The biggest challenge for established European enterprises is not compliance itself – it’s organisational inertia layered on top of regulatory complexity. Large incumbents are optimised for stability, predictability, and incremental improvement.
Breakthrough AI innovation, however, requires experimentation, tolerance for failure, and rapid capital deployment. When risk committees, procurement cycles, and cross-border legal reviews move more slowly than product cycles in Silicon Valley or Shenzhen, scale becomes elusive.
Regulation then becomes a convenient scapegoat for what is often a cultural and structural slowdown.
Closing the gap requires two parallel shifts:
Investment Must Match Ambition
If Europe wants sovereign AI capabilities, it cannot rely on funding levels that are a fraction of those mobilised around companies like OpenAI or ByteDance.
Quadrupling AI investment is not just about money – it’s about concentrating capital into fewer, globally competitive champions rather than dispersing it thinly across many cautious pilots. Scale wins in AI, and scale demands conviction.
Enterprises Must Redesign Governance Around Speed
That means creating regulatory “fast lanes” within organisations – dedicated AI units with pre-approved risk frameworks, shorter procurement cycles, and executive-level decision authority.
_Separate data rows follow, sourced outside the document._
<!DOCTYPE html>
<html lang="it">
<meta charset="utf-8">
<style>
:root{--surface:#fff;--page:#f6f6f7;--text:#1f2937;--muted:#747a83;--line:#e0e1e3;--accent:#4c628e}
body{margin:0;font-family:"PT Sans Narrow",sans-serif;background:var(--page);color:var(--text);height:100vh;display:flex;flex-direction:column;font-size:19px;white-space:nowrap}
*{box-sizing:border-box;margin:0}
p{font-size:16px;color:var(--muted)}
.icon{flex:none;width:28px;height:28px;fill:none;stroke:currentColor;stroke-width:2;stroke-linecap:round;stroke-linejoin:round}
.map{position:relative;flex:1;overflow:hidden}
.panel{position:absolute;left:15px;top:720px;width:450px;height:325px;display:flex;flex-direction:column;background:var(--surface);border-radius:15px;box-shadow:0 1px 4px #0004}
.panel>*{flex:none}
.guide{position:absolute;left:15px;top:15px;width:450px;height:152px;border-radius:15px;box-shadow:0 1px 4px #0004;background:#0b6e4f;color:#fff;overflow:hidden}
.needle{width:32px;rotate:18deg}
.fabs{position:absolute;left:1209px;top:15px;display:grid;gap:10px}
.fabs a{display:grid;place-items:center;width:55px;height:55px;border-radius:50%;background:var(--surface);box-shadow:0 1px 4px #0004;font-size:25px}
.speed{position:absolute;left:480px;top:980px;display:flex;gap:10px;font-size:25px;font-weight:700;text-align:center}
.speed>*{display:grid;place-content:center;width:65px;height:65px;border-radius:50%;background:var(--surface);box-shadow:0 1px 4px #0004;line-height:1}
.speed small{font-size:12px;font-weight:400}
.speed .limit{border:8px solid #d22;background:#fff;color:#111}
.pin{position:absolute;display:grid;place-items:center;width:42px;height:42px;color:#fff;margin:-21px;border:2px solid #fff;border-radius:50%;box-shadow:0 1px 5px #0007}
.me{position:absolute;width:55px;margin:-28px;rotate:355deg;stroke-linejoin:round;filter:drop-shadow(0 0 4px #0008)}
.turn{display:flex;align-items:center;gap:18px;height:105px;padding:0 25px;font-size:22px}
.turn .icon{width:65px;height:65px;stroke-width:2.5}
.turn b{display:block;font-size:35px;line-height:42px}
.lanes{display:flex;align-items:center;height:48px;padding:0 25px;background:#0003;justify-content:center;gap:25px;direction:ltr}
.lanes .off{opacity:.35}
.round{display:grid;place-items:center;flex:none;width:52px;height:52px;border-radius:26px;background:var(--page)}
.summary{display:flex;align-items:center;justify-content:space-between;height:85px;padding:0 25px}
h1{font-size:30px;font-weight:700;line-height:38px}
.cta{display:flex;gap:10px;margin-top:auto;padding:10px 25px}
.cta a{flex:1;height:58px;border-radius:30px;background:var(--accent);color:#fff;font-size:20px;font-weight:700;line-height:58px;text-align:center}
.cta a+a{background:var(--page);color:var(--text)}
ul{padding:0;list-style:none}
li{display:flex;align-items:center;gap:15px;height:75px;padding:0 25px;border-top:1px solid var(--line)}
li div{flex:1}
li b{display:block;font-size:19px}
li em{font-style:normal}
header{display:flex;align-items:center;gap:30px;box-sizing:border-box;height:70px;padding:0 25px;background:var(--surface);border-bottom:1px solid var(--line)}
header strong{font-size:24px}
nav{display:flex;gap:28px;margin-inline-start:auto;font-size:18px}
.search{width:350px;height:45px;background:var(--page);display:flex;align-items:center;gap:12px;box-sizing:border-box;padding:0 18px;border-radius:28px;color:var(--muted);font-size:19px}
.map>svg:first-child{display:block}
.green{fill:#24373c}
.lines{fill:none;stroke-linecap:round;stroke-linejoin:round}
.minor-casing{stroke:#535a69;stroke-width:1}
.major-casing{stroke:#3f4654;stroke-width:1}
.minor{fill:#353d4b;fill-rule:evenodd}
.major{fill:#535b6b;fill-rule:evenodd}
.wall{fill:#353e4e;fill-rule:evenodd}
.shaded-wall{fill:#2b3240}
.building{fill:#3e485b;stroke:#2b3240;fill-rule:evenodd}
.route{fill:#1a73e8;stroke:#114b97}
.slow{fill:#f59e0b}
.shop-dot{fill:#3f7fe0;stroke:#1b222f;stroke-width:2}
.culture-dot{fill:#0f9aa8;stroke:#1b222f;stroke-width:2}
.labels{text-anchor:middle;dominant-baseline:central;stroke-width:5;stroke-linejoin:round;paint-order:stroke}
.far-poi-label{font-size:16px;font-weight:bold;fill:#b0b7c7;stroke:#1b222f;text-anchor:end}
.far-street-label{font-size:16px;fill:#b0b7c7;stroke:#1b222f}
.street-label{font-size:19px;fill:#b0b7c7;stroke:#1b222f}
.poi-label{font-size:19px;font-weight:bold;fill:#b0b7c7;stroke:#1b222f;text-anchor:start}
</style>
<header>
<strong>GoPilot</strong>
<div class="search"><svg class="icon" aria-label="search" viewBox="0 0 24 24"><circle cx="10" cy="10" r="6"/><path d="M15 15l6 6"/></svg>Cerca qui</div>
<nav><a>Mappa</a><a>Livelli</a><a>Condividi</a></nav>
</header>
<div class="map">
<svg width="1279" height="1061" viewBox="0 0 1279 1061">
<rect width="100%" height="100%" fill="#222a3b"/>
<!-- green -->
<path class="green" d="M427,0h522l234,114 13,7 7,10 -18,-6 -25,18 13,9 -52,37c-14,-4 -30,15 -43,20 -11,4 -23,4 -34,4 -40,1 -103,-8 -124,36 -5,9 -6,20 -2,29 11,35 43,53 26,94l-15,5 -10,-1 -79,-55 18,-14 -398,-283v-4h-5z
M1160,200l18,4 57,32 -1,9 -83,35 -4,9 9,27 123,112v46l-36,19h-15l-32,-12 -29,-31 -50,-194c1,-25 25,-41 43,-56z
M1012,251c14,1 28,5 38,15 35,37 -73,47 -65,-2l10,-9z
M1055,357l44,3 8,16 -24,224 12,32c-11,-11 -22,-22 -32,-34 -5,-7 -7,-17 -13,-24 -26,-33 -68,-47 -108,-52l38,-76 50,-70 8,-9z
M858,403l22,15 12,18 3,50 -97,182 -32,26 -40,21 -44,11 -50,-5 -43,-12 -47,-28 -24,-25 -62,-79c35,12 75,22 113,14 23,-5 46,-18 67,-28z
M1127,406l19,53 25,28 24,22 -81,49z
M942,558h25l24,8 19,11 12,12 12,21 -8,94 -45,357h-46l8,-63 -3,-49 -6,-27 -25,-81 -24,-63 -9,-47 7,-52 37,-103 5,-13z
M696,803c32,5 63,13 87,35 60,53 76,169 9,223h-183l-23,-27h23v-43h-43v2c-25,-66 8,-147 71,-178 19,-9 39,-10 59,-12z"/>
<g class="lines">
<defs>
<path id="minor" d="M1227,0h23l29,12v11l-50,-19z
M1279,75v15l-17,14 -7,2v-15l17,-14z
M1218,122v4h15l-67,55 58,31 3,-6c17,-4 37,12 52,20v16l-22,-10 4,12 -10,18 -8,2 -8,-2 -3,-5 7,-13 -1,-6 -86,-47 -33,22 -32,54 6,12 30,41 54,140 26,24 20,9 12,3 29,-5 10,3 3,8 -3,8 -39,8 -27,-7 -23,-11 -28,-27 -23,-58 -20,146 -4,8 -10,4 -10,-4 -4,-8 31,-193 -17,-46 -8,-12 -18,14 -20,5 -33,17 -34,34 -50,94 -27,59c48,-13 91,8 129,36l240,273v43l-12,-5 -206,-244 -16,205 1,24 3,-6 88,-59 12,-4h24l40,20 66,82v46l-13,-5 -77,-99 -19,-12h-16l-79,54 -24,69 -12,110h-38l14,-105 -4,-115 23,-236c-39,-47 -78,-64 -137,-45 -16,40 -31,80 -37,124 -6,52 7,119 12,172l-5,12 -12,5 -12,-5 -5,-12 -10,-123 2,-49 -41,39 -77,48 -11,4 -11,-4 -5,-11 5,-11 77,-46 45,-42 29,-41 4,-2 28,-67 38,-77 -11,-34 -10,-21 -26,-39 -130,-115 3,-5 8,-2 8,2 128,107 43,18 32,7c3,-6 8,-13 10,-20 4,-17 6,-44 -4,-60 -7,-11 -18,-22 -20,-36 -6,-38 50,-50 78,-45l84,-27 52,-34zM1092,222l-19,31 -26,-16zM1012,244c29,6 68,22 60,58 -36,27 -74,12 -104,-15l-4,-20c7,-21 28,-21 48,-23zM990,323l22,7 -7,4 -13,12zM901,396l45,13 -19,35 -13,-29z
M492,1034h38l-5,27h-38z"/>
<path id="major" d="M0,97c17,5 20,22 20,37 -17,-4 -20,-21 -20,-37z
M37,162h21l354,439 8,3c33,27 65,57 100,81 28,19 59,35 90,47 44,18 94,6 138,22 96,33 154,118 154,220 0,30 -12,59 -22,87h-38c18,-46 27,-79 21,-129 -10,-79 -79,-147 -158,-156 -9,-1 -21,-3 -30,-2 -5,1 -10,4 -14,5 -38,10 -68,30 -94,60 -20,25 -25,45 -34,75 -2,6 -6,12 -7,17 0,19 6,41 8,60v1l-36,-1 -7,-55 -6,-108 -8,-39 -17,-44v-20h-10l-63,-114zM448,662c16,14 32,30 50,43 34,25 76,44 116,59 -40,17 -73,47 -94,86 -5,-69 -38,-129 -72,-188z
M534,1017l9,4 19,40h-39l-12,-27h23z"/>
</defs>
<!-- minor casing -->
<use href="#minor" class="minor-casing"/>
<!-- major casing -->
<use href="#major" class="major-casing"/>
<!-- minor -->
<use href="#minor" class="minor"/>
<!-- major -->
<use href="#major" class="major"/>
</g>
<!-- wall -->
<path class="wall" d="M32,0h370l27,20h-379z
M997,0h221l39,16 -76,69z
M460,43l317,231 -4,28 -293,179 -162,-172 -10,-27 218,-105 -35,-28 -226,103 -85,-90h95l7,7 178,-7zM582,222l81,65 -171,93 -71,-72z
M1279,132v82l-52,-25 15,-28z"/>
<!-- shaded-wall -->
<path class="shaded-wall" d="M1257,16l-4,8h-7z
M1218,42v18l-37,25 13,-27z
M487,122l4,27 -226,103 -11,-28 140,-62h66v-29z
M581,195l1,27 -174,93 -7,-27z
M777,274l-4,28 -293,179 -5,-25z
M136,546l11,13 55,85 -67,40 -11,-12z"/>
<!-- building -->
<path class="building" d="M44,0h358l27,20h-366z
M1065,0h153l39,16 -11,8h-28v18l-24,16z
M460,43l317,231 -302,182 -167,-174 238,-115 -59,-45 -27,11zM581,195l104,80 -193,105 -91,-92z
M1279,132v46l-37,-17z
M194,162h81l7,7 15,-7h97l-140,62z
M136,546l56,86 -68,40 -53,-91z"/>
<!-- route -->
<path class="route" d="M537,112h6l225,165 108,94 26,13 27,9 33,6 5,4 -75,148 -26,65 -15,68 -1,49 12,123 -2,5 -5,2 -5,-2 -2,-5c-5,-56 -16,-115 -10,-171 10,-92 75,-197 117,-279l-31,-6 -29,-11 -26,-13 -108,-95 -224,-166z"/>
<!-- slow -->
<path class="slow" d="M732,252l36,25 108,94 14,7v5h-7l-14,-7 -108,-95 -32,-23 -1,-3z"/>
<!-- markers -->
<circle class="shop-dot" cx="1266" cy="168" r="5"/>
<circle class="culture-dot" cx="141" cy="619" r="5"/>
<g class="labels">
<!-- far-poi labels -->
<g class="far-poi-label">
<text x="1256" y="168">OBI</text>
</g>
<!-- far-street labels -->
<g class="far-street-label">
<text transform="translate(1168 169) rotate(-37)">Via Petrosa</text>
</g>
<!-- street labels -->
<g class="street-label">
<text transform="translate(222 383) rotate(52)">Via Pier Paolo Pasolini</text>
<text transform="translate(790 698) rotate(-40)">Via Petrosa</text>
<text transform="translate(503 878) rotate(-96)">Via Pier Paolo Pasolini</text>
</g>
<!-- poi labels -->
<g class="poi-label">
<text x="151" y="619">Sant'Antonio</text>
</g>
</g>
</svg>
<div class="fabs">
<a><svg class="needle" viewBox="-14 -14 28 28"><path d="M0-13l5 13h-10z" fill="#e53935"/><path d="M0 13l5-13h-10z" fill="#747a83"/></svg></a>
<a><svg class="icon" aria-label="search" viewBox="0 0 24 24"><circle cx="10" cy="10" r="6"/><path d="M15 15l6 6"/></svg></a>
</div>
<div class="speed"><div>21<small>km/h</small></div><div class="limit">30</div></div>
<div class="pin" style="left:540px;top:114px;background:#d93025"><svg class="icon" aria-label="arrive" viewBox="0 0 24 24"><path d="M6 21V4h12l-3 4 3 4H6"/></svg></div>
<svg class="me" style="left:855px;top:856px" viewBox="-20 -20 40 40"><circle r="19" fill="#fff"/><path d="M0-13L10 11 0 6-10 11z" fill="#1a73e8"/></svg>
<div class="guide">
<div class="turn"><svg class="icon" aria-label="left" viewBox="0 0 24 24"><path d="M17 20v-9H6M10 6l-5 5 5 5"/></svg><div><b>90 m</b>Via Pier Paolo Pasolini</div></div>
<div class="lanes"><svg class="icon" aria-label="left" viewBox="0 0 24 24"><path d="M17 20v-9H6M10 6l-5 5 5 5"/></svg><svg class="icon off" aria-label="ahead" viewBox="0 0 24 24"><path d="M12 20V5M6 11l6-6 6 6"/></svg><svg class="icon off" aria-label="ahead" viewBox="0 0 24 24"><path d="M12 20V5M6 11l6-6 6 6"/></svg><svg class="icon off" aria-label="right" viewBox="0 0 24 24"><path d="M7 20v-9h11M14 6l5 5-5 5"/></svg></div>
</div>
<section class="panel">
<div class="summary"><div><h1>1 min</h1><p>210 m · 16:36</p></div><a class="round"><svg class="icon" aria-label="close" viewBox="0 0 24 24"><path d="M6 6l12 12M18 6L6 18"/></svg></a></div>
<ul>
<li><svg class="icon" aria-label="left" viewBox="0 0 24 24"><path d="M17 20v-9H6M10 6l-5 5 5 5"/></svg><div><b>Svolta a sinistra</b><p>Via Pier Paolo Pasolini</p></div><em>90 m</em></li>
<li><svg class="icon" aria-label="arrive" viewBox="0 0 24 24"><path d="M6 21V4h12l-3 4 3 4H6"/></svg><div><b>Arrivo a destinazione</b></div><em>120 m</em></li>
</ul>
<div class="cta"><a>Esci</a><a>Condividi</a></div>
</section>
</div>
Europe does not need to abandon its values of privacy, safety, and transparency. But it must separate responsible oversight from procedural drag. Smart regulation should function as guardrails, not roadblocks.
Finally, preventing bureaucracy from stifling growth requires reframing compliance as a competitive advantage. Europe can lead in trusted AI systems that are secure, auditable, and aligned with democratic norms.
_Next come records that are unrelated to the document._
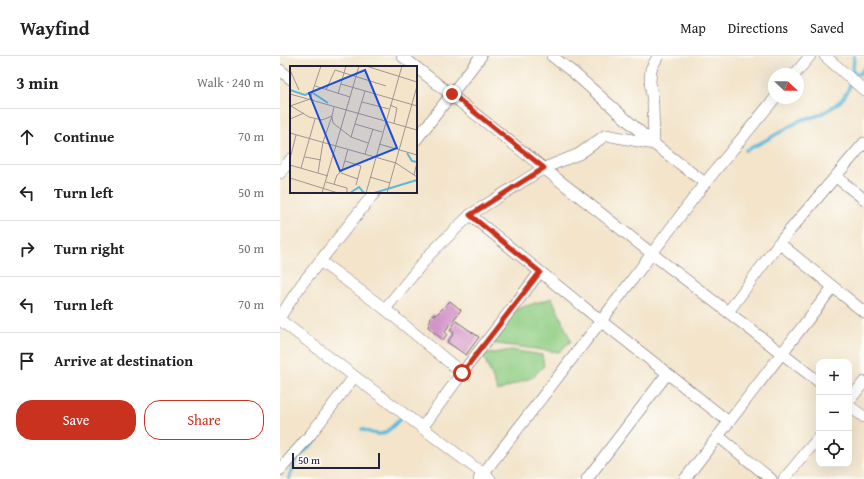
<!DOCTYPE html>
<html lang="en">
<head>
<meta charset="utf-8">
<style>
  :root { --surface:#fff; --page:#f6f6f6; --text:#202124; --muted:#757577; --line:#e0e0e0; --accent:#c8321e }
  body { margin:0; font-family:"Gentium Book Plus",serif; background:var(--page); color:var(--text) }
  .controls { position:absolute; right:12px; bottom:12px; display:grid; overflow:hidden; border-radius:8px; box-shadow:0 4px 16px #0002 }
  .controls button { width:36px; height:36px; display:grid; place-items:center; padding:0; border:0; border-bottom:1px solid var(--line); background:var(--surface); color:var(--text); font:20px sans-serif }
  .compass { position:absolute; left:488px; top:12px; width:36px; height:36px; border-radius:50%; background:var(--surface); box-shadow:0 4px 16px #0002; rotate:112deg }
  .scale { position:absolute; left:12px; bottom:10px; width:88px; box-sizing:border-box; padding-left:4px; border:2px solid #22223b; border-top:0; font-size:11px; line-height:14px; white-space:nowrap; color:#22223b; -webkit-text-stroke:3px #fdfcf7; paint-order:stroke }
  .stop { position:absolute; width:12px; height:12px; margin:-9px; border:3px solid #c8321e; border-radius:50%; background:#fff }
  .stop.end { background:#c8321e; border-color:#fff; box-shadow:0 1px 4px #0008 }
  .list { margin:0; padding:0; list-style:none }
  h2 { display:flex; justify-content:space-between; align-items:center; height:52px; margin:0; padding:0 16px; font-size:17px }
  h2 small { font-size:13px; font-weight:400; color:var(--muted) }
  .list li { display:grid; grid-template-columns:26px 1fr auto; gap:12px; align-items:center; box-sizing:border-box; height:56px; padding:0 16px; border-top:1px solid var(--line) }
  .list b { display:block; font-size:15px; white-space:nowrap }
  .list em { font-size:13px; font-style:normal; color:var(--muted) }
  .actions { display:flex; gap:8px; padding:12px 16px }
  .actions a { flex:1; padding:9px 0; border:1px solid var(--accent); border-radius:16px; text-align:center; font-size:14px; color:var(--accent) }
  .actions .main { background:var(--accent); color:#fff }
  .icon { flex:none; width:22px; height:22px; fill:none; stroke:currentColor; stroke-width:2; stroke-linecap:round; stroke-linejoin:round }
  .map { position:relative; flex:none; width:584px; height:423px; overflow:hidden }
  header { display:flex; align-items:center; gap:24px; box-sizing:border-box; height:56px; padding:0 20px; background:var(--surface); border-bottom:1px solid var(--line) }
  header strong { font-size:19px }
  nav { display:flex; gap:22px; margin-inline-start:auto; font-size:14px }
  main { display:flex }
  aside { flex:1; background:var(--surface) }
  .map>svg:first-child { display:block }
  .green { fill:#8fcd82; stroke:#58785e }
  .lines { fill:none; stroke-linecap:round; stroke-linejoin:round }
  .stream { stroke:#5cb9da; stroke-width:3.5 }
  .building { fill:#d191c6 }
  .minor-casing { stroke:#6b666d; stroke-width:12 }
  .minor { stroke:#fff; stroke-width:11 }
  .route { stroke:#c8321e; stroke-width:5 }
  .inset-river { fill:none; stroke:#5cb9da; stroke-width:2 }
  .inset-road { fill:none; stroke:#9f9691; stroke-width:1 }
  .view { fill:#1d4ed8; fill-opacity:0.15; stroke:#1d4ed8; stroke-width:2 }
  .inset-edge { fill:none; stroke:#22223b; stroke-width:2 }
</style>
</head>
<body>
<header>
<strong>Wayfind</strong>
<nav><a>Map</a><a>Directions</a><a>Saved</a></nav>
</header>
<main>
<aside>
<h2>3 min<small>Walk · 240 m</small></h2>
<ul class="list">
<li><svg class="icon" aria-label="ahead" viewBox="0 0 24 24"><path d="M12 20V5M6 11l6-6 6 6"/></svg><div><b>Continue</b></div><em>70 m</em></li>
<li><svg class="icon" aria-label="left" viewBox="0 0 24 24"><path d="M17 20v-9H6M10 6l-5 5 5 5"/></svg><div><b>Turn left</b></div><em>50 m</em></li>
<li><svg class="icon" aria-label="right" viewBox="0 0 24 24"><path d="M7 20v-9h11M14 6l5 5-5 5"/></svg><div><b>Turn right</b></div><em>50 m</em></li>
<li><svg class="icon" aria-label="left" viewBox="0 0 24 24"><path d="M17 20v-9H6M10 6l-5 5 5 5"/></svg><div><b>Turn left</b></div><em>70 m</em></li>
<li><svg class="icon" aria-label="arrive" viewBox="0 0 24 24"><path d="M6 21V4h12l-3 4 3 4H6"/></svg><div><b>Arrive at destination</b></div></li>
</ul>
<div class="actions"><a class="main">Save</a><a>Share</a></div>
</aside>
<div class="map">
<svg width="584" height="423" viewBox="0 0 584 423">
  <rect width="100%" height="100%" fill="#fdfcf7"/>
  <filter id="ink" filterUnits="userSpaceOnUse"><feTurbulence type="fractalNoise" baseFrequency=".025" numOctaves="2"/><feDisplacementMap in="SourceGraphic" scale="8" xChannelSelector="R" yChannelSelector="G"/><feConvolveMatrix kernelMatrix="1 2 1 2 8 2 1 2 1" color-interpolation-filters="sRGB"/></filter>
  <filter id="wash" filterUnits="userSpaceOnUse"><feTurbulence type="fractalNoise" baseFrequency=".012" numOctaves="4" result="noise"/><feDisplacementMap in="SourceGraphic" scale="16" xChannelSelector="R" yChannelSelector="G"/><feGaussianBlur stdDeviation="0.9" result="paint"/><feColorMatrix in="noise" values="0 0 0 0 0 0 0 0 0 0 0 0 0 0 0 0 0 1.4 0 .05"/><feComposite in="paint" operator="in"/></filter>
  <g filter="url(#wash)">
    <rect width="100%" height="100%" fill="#f3e4ca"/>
    <g class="green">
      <polygon points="272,242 291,285 279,296 210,287 233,254"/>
      <polygon points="231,294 262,299 264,310 253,321 218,335 203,299"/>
    </g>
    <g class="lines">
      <g class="stream">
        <polyline points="573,17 580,18 584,12"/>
        <path d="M466,94C485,86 503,74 521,64C525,62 531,62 536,60C567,47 573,33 574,0"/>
        <path d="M82,373C103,383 105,378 120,363"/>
        <polyline points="9,423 15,405 30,390 37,384"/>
      </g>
    </g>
    <g id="blocks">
      <g class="building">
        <polygon points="170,245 181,254 165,275 167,278 163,284 148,271 152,258 156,259"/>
        <polygon points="176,265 199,281 186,299 167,286 174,277 170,274"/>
      </g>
    </g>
  </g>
  <g filter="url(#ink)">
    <use href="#blocks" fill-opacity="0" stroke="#6b666d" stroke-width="1"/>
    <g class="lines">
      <g class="minor-casing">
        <g id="minor">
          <polyline points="122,0 371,197 539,326"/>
          <polyline points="272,0 295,18 374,88"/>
          <polyline points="378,0 371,13 370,25 373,48 374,88 425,127"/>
          <polyline points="545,0 584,34"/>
          <polyline points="0,14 11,23"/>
          <polyline points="515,18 530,0"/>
          <polyline points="136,84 201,0"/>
          <polyline points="0,117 11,103"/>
          <polyline points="556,121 584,143"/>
          <polyline points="190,159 321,265 449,366"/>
          <polyline points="499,187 584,256"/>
          <polyline points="40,205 105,253 182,317"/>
          <polyline points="105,253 150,198 190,159 264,112 299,98 326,79 374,88"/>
          <polyline points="448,256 499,187 584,87"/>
          <polyline points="0,261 21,229 95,136"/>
          <polyline points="0,264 210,423"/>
          <polyline points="569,345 584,326"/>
          <polyline points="569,350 584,361"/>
          <polyline points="142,372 182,317 260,216"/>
          <polyline points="438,380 491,423"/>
          <polyline points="0,414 31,378 74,321"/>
          <polyline points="199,423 321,265 425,127 495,42"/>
          <polyline points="307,423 387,318"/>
          <polyline points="405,423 553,231"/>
          <polyline points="504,423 539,381"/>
        </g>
      </g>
      <use href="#minor" class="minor"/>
    </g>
  </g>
  <g class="lines" filter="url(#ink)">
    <polyline class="route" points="172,38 264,112 190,159 260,216 182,317"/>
  </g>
  <g transform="translate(10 10)">
    <rect width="127" height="127" fill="#f3e4ca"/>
    <path class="inset-river" d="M0,24L15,29L20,27M23,27L38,37M117,87L122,95L127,96M60,127L69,121L74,127M84,127L127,114"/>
    <path class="inset-road" d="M76,0L127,16M0,4L9,24M51,18L127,40M25,20L60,31M36,24L45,4L96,20M0,28L127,64M48,28L56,0M72,36L99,43M100,39L107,42L104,57M0,40L20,33L31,0M1,40L19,51L32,54L42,50L44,41M42,51L43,57L61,71L78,77M0,53L14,47M65,58L92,66M0,67L106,97L127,111M61,71L75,25M89,78L127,89M75,88L83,63M15,91L31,94M0,93L6,69M55,95L71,100L66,119M0,99L38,110M11,102L25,53M28,107L33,76L42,50M51,107L68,113M124,109L127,96M80,111L100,117M0,112L48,127M36,116L57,122V127M44,118L47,109L52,105L58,83M32,127L69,0M76,127L112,0M97,127L127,20"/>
    <path class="view" d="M75,4L107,82L50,105L19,27Z"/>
    <rect width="127" height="127" class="inset-edge"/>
  </g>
</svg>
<div class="controls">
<button>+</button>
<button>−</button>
<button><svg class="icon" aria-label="locate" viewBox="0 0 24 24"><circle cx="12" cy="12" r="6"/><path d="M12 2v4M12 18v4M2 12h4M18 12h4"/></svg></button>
</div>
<svg class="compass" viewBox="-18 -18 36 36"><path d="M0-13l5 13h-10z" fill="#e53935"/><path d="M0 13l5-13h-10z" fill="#757577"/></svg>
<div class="scale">50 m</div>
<div class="stop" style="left:182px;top:317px"></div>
<div class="stop end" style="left:172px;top:38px"></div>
</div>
</main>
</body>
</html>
In a world increasingly concerned about AI misuse, that positioning matters. But trust alone does not scale; execution does. The future belongs to enterprises that combine Europe’s regulatory credibility with Silicon Valley’s urgency and China’s industrial focus.
The innovation gap is not inevitable. It is a coordination problem. And coordination – between capital, policy, and corporate leadership – is something Europe is fully capable of mastering if it chooses speed as a strategic priority rather than a cultural discomfort.
“If you had the power to implement one transformative policy across the NB8 economic region, what bold decision would you make to maximise resilience, innovation, and long-term growth for businesses and citizens alike?”
I would establish a unified, cross-border “Innovation and Resilience Initiative” dedicated to fast-tracking investments in AI, clean energy, digital infrastructure, and workforce development, while dramatically simplifying regulations to enable rapid scaling across all eight countries.
The NB8 is home to remarkable talent and technological leadership. However, its greatest obstacle is fragmentation – differing regulations, funding streams, and priorities slow down innovation and dilute impact.
By creating a single, well-funded initiative with clear governance, the region could harmonise policies, pool capital, and streamline project approvals.
This would unleash a wave of innovation that is faster, bolder, and more coordinated, turning the NB8 into a resilient powerhouse capable of withstanding global shocks, from supply chain disruptions to geopolitical crises.
Beyond economics, this move would ensure that resilience is built into every layer – from equipping workers with new skills to transitioning energy systems toward sustainability.
It would transform the NB8 into a global example of how smart, collaborative policy and investment can create economies that don’t just survive uncertainty but thrive because of it.
This decisive action would empower businesses, attract global investment, and give citizens the confidence that their region is ready for the challenges and opportunities of tomorrow.
It’s a vision where resilience and growth go hand in hand – made possible by bold leadership and collective will.